Oil Pressure Test (Automobile)


Oil Pressure Test

Another mechanical test, commonly used to diagnose engine problem is the oil pressure test. This test measures the pressure at which the engine oil circulates throughout inside the engine. Figure 19.17 shows the typical path of oil flow within an engine. The oil circulation in the engine is important not only to limit the amount of wear on the moving parts of the engine but also to perform many other important functions. The oil must lubricate the moving parts to limit the amount of power loss due to friction. Oil also serves to cool the engine, removing heat from the engine parts as it flows past them. It absorbs the shocks between bearings and other engine parts to minimize engine noise and extend the life of the parts. Engine oil also forms a seal between the piston rings and the cylinder walls by filling the irregular surfaces of the rings and the walls. A certain amount of oil clings to the cylinder walls to stop or limit the amount of
leakage past the piston rings. Oil also serves as a clean­ing agent, removing varnish and carbon from the engine parts. To perform all these functions, oil must be of high quality and must be supplied in adequate amounts to all the moving engine parts under the correct pressure.
The engine oil pump provides a continuous supply of oil to the appropriate engine parts and delivers the oil at sufficient pressure to lubricate the parts properly. It picks up the oil from the oil pan through a pick up tube, which has a filtering screen on the end of it. The oil is pushed out of the oil pump into a pressure regulator, which limits the maximum amount of oil pressure. To provide enough oil to lubricate, clean, cool, and seal the parts of an engine efficiently, the oil must be delivered under pressure. Most shop manuals give specifications for the minimum and maximum allowable oil pressure of an engine. The results of an oil pressure test should always be compared to those specifications.
An oil pressure test should be performed when there is reason to believe that the oil pressure is not correct or
An engine's lubrication system (lubrication of the valve train outlined with A).
Fig. 19.17. An engine’s lubrication system (lubrication of the valve train outlined with A).

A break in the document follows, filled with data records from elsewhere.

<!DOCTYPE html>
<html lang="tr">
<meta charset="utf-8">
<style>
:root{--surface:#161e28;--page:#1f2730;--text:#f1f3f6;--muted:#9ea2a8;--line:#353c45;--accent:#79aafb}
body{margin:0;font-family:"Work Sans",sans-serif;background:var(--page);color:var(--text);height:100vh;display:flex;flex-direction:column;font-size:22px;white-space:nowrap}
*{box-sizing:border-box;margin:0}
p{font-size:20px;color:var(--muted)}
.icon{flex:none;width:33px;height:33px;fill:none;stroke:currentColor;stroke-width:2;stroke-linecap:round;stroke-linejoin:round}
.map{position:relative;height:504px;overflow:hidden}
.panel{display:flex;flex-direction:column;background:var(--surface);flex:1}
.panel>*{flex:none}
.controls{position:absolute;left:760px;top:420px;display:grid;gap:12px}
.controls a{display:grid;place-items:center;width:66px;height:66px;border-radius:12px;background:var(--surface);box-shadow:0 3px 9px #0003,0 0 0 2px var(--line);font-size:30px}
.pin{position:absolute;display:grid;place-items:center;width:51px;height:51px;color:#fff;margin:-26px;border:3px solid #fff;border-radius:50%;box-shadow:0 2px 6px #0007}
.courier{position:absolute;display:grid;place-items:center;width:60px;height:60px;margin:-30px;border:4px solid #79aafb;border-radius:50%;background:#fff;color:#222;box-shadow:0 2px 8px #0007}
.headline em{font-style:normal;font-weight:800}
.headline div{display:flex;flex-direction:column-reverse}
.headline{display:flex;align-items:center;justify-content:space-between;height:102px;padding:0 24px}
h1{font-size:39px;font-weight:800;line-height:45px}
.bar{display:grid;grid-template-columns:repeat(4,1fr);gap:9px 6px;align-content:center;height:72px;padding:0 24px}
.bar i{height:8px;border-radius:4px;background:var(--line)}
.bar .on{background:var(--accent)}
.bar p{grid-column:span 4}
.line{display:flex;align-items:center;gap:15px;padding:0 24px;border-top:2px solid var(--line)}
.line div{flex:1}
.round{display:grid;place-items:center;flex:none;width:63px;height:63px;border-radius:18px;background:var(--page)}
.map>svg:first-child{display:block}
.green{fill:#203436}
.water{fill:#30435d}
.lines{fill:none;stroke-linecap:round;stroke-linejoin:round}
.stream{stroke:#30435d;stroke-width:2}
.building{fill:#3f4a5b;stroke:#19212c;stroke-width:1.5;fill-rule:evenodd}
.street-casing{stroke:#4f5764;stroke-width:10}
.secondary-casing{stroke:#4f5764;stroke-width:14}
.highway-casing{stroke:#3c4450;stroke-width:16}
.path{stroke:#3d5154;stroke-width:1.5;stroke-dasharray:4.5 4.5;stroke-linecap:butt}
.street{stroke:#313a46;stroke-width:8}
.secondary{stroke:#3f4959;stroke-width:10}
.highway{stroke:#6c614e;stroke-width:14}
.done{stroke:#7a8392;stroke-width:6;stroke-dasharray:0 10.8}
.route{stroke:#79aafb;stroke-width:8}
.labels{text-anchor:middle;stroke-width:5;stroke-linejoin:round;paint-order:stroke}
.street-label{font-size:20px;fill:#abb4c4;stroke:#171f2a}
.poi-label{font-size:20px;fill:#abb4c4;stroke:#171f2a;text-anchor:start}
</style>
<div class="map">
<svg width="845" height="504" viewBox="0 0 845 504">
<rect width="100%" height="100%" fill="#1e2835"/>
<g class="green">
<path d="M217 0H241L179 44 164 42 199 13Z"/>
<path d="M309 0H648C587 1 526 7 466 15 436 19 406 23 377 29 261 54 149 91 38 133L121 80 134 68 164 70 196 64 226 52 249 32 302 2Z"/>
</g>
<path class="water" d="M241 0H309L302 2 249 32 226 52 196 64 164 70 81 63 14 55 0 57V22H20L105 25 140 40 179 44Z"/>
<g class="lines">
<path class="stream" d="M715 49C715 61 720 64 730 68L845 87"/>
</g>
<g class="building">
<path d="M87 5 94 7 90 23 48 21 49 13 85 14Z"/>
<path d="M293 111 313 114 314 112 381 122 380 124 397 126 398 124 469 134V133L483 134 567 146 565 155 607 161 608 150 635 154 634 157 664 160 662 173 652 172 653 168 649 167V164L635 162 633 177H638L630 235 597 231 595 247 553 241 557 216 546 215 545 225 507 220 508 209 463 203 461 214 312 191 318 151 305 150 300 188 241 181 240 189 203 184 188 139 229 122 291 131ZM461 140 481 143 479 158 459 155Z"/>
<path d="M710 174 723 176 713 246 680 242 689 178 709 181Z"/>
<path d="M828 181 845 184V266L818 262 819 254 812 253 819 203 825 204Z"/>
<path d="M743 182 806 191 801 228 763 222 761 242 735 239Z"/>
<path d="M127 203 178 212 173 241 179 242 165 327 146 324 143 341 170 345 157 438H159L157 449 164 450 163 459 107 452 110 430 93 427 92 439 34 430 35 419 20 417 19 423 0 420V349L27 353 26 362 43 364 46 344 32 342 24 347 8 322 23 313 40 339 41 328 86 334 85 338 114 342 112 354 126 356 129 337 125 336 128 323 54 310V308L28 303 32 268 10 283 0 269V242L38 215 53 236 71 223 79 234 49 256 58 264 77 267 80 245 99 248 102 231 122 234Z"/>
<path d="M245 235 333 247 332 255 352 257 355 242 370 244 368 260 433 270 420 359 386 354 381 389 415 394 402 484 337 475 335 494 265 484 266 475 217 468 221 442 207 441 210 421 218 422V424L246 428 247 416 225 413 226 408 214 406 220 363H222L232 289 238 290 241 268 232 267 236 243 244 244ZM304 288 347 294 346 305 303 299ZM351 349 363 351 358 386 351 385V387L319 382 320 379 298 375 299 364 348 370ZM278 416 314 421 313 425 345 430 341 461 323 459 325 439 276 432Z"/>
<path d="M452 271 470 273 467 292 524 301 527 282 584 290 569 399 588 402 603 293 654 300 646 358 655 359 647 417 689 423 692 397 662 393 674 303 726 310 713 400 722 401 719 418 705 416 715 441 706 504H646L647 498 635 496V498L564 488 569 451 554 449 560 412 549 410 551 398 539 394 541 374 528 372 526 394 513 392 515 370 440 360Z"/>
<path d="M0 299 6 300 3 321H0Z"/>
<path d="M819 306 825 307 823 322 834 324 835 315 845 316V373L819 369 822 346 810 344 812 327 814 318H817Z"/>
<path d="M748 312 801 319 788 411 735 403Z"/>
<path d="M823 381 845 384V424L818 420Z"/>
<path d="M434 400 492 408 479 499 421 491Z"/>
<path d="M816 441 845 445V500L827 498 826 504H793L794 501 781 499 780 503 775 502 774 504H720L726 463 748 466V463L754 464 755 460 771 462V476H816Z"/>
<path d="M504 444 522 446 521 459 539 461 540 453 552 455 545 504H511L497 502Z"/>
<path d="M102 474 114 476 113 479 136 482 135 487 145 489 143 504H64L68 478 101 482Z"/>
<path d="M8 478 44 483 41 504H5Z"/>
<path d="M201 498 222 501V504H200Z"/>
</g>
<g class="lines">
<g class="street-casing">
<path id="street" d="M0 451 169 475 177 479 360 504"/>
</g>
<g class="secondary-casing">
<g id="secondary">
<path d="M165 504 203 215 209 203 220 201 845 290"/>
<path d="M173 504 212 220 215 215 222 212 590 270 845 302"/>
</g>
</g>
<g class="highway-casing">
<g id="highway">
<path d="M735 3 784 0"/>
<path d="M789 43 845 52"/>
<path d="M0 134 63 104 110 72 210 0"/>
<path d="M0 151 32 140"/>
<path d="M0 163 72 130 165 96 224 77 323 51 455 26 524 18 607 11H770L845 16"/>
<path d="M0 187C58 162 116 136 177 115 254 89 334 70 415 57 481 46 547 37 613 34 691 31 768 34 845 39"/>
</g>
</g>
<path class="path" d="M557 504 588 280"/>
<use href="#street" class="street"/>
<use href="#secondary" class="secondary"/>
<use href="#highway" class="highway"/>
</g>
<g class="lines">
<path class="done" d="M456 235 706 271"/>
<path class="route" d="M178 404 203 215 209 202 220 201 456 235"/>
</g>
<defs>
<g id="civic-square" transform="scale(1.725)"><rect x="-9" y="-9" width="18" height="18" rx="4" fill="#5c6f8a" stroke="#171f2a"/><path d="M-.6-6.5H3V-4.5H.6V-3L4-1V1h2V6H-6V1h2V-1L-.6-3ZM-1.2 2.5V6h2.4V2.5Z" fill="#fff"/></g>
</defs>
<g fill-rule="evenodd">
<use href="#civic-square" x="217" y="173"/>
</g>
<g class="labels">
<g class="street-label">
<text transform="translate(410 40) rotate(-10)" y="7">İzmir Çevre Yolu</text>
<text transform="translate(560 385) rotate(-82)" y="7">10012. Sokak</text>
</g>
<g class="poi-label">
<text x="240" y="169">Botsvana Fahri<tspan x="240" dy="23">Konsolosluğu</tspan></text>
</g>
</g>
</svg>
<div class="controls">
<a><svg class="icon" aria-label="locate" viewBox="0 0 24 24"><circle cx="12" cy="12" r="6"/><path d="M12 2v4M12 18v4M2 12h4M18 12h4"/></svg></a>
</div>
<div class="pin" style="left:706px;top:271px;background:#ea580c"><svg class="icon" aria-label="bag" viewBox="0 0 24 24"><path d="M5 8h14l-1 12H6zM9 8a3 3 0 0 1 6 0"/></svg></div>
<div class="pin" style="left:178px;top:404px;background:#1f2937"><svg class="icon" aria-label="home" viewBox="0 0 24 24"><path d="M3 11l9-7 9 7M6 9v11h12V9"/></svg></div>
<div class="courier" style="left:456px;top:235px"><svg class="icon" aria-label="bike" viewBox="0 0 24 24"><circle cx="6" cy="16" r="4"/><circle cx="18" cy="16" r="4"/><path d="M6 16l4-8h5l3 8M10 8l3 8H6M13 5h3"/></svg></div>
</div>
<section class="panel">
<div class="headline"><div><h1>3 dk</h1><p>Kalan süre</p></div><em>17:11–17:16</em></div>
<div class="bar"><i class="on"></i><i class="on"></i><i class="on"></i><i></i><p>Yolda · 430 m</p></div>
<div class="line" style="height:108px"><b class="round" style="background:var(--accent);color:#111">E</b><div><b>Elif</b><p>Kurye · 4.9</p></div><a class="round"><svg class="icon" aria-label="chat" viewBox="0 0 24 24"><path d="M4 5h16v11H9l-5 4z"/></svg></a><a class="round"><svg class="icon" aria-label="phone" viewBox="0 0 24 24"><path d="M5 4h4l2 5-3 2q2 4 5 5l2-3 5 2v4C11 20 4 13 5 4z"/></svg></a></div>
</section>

when it is required to verify that an engine is worn. Loss of performance, excessive engine noise, and poor starting can all be the result of abnormal oil pressure. Also excessive oil pressure can cause the hydraulic lifters to pump up too much and not allow the valves to close completely. Insufficient oil pressure may not be reducing the effects of friction enough, thus causing the crankshaft to be difficult to turn. This can cause poor starting and poor performance. If an insufficient amount of pressurized oil is delivered to the moving parts, these parts wear quickly and, while they are wearing, cause the engine to be noisier.
An oil pressure tester uses a gauge to read the pressure, and a high pressure hose to connect to the appropriate spot on the engine. The scale of the gauge ranges from 0 to 100 psi (690 kPa). The hose is connected to the engine block in a place where oil pressure can be monitored, such as a main oil gallery or the oil filter base plate. The preferred location for a particular engine is given in the shop manual. The engine should be run until the desired test temperature is reached. This temperature is also given in the shop manual. Once the temperature is reached, the engine should be brought to the recommended speed and the gauge should be read. The reading on the gauge should be compared to the specifications.
If the oil pressure is too low, the cause can be any of the following: a worn oil pump; excessive wear on the camshaft or crankshaft, causing excessive bearing clearances; a plugged oil pump pick up screen; or a weak or broken pressure relief valve spring. All of these require services that go beyond the scope of tune-up, and tend to be quite expensive. If the engine’s problem is due to any of these conditions, one should not attempt to perform a tune-up in an effort to hide or disguise the problem. Inform the customer of what is needed to correct the problem.
If the oil pressure is too high, the probable cause is stuck oil pressure relief valve. Typically, all that is needed is to remove the valve and clean it. After cleaning the valve with a crocus cloth, the pressure relief spring tension should be checked and replaced if it is not within specifications. Crocus cloth is a type of sandpaper that polishes metal surfaces by removing varnish or dirt but does not remove any metal from the surfaces. Normal sandpaper should not be used in place of crocus cloth as removing some metal from the valve affects the operation of the valve.